И я уехала в Париж очень счастливой. Слова Тосканини укрепили мою уверенность. Я продолжила занятия с мадам Кальве и через полгода возвратилась в Милан. "Вот и я", – произнесла я, представ перед Тосканини. "Хорошо", – ответил он и позвал своего помощника аргентинца Ферруччо Калузио, сказав: "Поручаю её тебе. Когда будет подготовлена так, как это нужно мне, послушаем". "Но я уже полгода занимаюсь, – возразила я, – и очень хорошо знаю оперы, которые вы велели мне выучить". "Возможно, ты и знаешь их, но не так, как это нужно мне", – возразил Тосканини.

На другой день я начала заниматься с Калузио и сразу же поняла, чего хотел Тосканини. Я никогда так не трудилась.
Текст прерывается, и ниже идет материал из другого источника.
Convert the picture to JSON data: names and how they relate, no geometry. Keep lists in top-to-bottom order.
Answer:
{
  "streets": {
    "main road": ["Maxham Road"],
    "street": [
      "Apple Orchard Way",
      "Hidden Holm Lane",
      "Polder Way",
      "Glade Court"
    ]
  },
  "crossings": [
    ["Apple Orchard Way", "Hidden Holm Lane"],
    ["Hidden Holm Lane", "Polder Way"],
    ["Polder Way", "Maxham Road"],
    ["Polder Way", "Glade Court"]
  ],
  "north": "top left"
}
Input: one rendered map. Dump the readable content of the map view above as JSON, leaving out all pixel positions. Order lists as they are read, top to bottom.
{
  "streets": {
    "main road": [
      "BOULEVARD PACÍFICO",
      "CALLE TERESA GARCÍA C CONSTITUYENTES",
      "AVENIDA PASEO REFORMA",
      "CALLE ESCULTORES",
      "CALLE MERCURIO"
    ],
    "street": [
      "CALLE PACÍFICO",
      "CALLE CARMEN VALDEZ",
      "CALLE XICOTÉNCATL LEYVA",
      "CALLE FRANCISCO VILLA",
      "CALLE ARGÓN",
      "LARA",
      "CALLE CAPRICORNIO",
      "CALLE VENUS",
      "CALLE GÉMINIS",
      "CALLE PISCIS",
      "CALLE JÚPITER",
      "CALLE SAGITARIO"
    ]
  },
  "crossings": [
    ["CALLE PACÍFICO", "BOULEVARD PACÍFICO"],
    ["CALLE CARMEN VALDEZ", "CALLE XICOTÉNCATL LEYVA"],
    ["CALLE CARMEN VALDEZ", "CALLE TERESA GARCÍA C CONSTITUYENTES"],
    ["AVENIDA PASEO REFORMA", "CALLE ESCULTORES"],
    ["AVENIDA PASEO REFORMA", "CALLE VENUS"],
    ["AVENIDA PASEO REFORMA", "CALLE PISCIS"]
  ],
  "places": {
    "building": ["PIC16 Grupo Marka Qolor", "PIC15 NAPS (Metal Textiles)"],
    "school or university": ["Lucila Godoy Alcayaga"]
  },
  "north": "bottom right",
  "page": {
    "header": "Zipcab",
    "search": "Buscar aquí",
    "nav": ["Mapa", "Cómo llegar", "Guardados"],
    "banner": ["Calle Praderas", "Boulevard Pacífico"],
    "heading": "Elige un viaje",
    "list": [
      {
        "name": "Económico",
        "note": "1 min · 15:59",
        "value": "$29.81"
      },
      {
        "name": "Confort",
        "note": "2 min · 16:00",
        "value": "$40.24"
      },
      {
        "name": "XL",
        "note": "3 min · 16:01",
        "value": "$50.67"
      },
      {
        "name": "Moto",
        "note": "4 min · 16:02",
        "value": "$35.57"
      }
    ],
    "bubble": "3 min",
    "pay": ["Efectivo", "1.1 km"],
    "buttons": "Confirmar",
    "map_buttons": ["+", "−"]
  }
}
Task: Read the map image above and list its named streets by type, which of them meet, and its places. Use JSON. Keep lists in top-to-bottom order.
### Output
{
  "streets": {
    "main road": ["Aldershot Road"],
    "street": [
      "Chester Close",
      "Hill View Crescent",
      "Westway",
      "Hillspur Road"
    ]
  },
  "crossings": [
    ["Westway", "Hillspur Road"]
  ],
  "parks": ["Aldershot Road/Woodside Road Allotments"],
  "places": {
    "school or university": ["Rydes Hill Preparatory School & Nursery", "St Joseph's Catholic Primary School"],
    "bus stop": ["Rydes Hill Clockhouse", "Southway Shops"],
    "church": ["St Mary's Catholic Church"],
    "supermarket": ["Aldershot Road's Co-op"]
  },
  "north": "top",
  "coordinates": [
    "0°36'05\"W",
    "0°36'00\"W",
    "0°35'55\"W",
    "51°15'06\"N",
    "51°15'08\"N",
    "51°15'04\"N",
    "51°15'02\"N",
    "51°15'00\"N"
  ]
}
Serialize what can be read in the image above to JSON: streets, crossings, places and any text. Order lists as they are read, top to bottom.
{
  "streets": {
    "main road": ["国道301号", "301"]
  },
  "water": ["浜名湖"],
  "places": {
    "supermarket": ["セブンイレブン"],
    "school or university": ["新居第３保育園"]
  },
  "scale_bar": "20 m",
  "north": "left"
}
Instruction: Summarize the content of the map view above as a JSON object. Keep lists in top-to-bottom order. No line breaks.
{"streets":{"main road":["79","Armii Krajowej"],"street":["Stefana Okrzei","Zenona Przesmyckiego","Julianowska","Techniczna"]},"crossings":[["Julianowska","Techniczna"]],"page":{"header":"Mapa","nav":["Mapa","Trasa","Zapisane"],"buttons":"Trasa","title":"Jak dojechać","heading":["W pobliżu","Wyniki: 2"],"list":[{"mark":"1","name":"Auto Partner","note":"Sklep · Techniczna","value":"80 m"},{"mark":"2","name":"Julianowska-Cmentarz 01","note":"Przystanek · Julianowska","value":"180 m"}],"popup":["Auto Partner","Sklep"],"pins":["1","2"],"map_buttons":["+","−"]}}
Это требовало очень большого напряжения. К вечеру я оставалась совсем без сил. Через месяц Калузио сказал, что я подготовлена как надо и возможно прослушивание.

В назначенный день я пришла в "Ла Скала".

Меня ждали Тосканини и его секретарь Анита Коломбо, директор театра Скандиани, маэстро Дженнари и Калузио. Все направились в партер. "А ты располагайся на сцене", – обратился ко мне Тосканини. Впервые в жизни я поднималась на сцену такого театра и, конечно, испытывала чувство необыкновенное. Свет, декорации, пустой партер ужасно испугали меня.

Тосканини вместе со всеми сел в последнем ряду кресел. "Будет ли им меня слышно?", – подумала я. Волнение возрастало. «Начнём с «Cieli azzurri» из «Аиды»», – сказал Тосканини. Это ужасная ария. "Именно её и надо было выбрать ему для начала", – с огорчением подумала я. Я запела, но не могла расслышать собственный голос.

Я подумала, что и Тосканини не слышит меня и стала петь с полными лёгкими. Спустя две минуты, маэстро раздражённым жестом остановил меня: "Ты полагаешь, я глухой? Не кричи так". Я совсем растерялась. "Можно попросить стакан воды?" – робко произнесла я. Тосканини заулыбался. Велел принести воду и подошёл ко мне поговорить. Когда я снова запела, то совершенно успокоилась… Прослушивание длилось почти час. Тосканини велел мне спеть самые трудные арии. Наконец он сказал: "Ладно, ты готова. Будешь петь".

Мой дебют в "Ла Скала" состоялся 23 января 1927 года в «Золоте Рейна», где я пела маленькую партию Фреи. Учитывая отношение к моему пению в семье, я не посмела раскрыть в афише своё имя и поставила псевдоним Дженовеффа Сенс. Хотя партия была совсем маленькая, я ужасно боялась. Я написала, матери, умоляя её придти на премьеру. В гримуборной, дабы набраться мужества, я выпила полбутылки шампанского. И вышла на сцену почти пьяная. Не знаю, что я там делала, как пела. Но, наверное, как-то справилась, потому что никто ничего не сказал мне.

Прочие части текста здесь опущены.